No. North East Lincolnshire repaired 978 defect records in 2024/25, down from a five-year peak of 1,243 in 2023/24, but still averaging 946 repairs annually over five years — 4,728 in total. Each record can include multiple potholes. The council itself estimates 945 repairs for 2025/26 based on that average, while projecting 19.6km of resurfacing. Reactive volume alongside rising U-road RED percentages suggests defects routinely form between surveys.

How quickly does North East Lincolnshire repair reported potholes?

The council's pothole guidance states Category 1 defects representing an immediate or imminent hazard are made safe or repaired within 24 hours. Category 2 defects are repaired between 14 and 63 working days depending on risk. The council delivers over 9,000 highway safety inspections annually. If you reported a defect before your incident and it was not repaired within these windows, that dated record strengthens a Section 41 argument.

A-roads are improving — does that block claims on classified roads?

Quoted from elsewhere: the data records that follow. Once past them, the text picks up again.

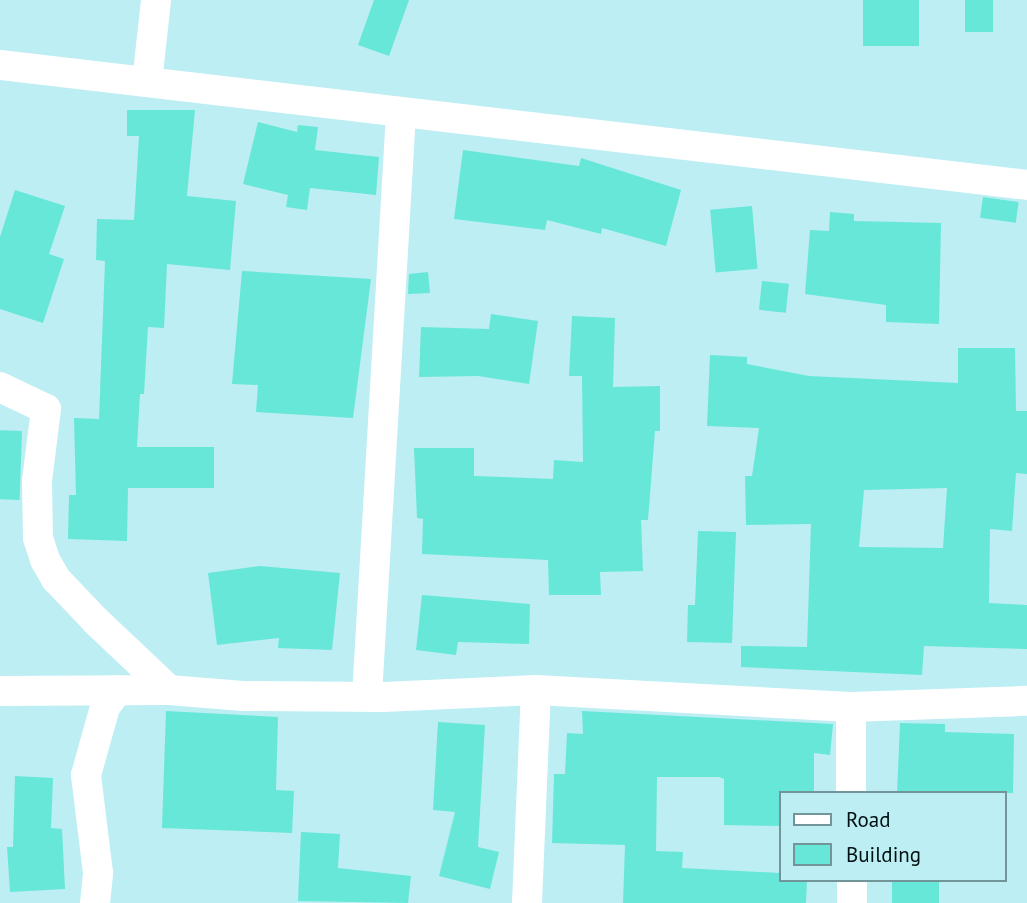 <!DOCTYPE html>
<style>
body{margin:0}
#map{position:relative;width:1027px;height:903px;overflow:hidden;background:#bceef4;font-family:"PT Sans",sans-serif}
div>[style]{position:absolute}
.building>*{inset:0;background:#67e7d8;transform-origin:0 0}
.street>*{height:30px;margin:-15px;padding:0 15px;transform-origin:15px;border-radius:15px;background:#fff}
span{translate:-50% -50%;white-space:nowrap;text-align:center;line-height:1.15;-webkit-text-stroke:7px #bceef4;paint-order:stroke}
.legend{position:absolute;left:779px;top:791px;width:228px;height:91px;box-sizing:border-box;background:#bceef4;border:2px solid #719599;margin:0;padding:9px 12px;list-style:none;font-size:21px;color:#000f11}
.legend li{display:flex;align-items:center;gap:14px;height:35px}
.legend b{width:35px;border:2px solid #719599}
</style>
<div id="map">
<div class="building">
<div style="clip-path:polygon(374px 0,409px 0,389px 56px,358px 45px)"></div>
<div style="left:863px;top:0;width:56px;height:46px"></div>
<div style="left:965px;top:0;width:28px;height:32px"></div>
<div style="clip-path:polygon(127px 110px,195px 110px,187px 196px,236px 201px,230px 270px,167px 264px,164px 328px,148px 327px,144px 394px,140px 394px,137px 447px,214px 447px,214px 488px,128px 488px,127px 541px,68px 539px,69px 495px,76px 495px,74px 418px,99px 419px,105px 261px,96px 260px,97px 219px,134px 220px,139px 136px,127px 136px)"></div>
<div style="clip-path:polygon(258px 122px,297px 132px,298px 125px,318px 127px,315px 150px,379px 157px,376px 195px,310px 188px,307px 210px,286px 207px,288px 195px,243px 184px)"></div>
<div style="clip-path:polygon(463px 150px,579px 166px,581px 158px,681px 190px,666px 246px,602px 228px,601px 234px,547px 220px,545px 230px,454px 219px)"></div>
<div style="clip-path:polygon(15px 190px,65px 206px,49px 254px,64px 259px,43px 323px,0 309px,0 237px)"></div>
<div style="left:983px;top:197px;width:36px;height:21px;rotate:8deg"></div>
<div style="left:752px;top:206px;width:63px;height:42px;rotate:85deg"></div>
<div style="clip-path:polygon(830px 212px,854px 214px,854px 221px,941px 223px,939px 324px,886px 322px,886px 305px,805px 294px,810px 230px,829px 231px)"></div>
<div style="clip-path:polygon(242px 271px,371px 279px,353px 418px,256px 412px,258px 385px,232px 384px)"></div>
<div style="clip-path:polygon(428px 272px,430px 293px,408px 294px,409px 274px)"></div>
<div style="left:762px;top:281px;width:27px;height:29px;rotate:6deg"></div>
<div style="clip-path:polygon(491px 314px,538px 321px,529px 384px,478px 376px,419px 377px,421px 327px,489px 329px)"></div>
<div style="clip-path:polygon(572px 316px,615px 318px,613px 387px,660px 386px,660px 431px,655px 431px,648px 520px,641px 520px,643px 571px,600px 572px,601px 595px,549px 595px,548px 560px,422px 554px,423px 519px,417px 518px,414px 448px,474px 448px,474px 476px,553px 479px,554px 460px,583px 462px,582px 376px,569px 376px)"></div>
<div style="clip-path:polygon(evenodd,958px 348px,1015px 348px,1016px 411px,1027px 411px,1027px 474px,1016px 473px,1012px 531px,990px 529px,989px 603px,1027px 605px,1027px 649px,924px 646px,922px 675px,741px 667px,741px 646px,807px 647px,811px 524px,746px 525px,745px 476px,752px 476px,759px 428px,707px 426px,710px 355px,747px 357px,747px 364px,809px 376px,958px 383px,958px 348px,947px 488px,943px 548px,859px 547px,864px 490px,947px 488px)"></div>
<div style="left:22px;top:431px;width:69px;height:22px;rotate:92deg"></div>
<div style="clip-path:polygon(698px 531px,736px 532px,732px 643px,687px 642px,688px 605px,695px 605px)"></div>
<div style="clip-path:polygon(260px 566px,340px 573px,332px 650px,278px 648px,279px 638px,217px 645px,208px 573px)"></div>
<div style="clip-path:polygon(422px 595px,530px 604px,529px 644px,458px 642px,456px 655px,416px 650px)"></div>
<div style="clip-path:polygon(166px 711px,278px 717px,276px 790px,294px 791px,292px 833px,162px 828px)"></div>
<div style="clip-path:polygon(582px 711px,833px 724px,830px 755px,814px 753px,814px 793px,780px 793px,780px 826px,724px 825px,724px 779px,719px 777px,657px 777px,656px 851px,683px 852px,682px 868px,780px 873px,780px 880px,807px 880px,806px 903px,623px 903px,625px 845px,552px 843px,554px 774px,565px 774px,567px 733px,583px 734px)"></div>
<div style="clip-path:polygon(438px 722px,485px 725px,478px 847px,499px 852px,490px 889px,439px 876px,455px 812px,433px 810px)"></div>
<div style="clip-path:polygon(900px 723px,945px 724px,945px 732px,1014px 734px,1013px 793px,897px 793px)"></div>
<div style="clip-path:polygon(15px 776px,53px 778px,51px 828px,62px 829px,65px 889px,10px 892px,7px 847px,13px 847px)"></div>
<div style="clip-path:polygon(301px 832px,340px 834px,338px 868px,411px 876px,408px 903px,298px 901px)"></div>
<div style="left:892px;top:880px;width:47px;height:23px"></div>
</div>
<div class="street">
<div style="left:0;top:65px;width:1034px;rotate:6.66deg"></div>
<div style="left:147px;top:82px;width:82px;rotate:-83.7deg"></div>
<div style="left:0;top:387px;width:51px;rotate:25.6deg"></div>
<div style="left:46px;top:409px;width:73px;rotate:97.1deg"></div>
<div style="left:37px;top:481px;width:57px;rotate:89deg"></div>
<div style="left:38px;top:538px;width:23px;rotate:72deg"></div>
<div style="left:45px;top:560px;width:22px;rotate:60deg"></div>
<div style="left:56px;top:579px;width:59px;rotate:46.4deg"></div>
<div style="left:97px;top:622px;width:99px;rotate:43.4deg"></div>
<div style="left:0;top:691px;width:169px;rotate:-0.3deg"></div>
<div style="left:169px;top:690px;width:74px;rotate:4.6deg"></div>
<div style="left:243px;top:696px;width:140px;rotate:0.4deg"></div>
<div style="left:383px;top:697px;width:153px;rotate:-2.6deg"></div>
<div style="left:536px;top:690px;width:315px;rotate:3.1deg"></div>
<div style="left:851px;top:707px;width:176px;rotate:-2deg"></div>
<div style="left:367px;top:696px;width:583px;rotate:-86.66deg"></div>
<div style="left:851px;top:707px;width:86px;rotate:90deg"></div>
<div style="left:852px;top:880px;width:23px;rotate:90deg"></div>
<div style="left:95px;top:903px;width:30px;rotate:-84deg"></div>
<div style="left:98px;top:873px;width:99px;rotate:-97deg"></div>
<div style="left:86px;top:775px;width:71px;rotate:-74.4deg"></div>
<div style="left:105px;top:707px;width:21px;rotate:-53deg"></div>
<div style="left:527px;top:903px;width:213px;rotate:-87.6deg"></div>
</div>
<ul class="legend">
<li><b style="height:9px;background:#fff"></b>Road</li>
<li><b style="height:19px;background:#67e7d8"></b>Building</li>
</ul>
</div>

Not automatically, but expectations differ by road class. A-road RED condition fell from 2.5% in 2020 to 1.94% in 2024, and the council credits extensive A-road resurfacing. B and C roads are less clear-cut: GREEN share fell from 68.80% in 2020 to 67.5% in 2024, with amber rising to 28.9%. Claims on classified roads still depend on whether your specific defect was inspected and repaired in time — but the strongest structural arguments sit on the deteriorating unclassified network the council itself prioritises for strategic attention.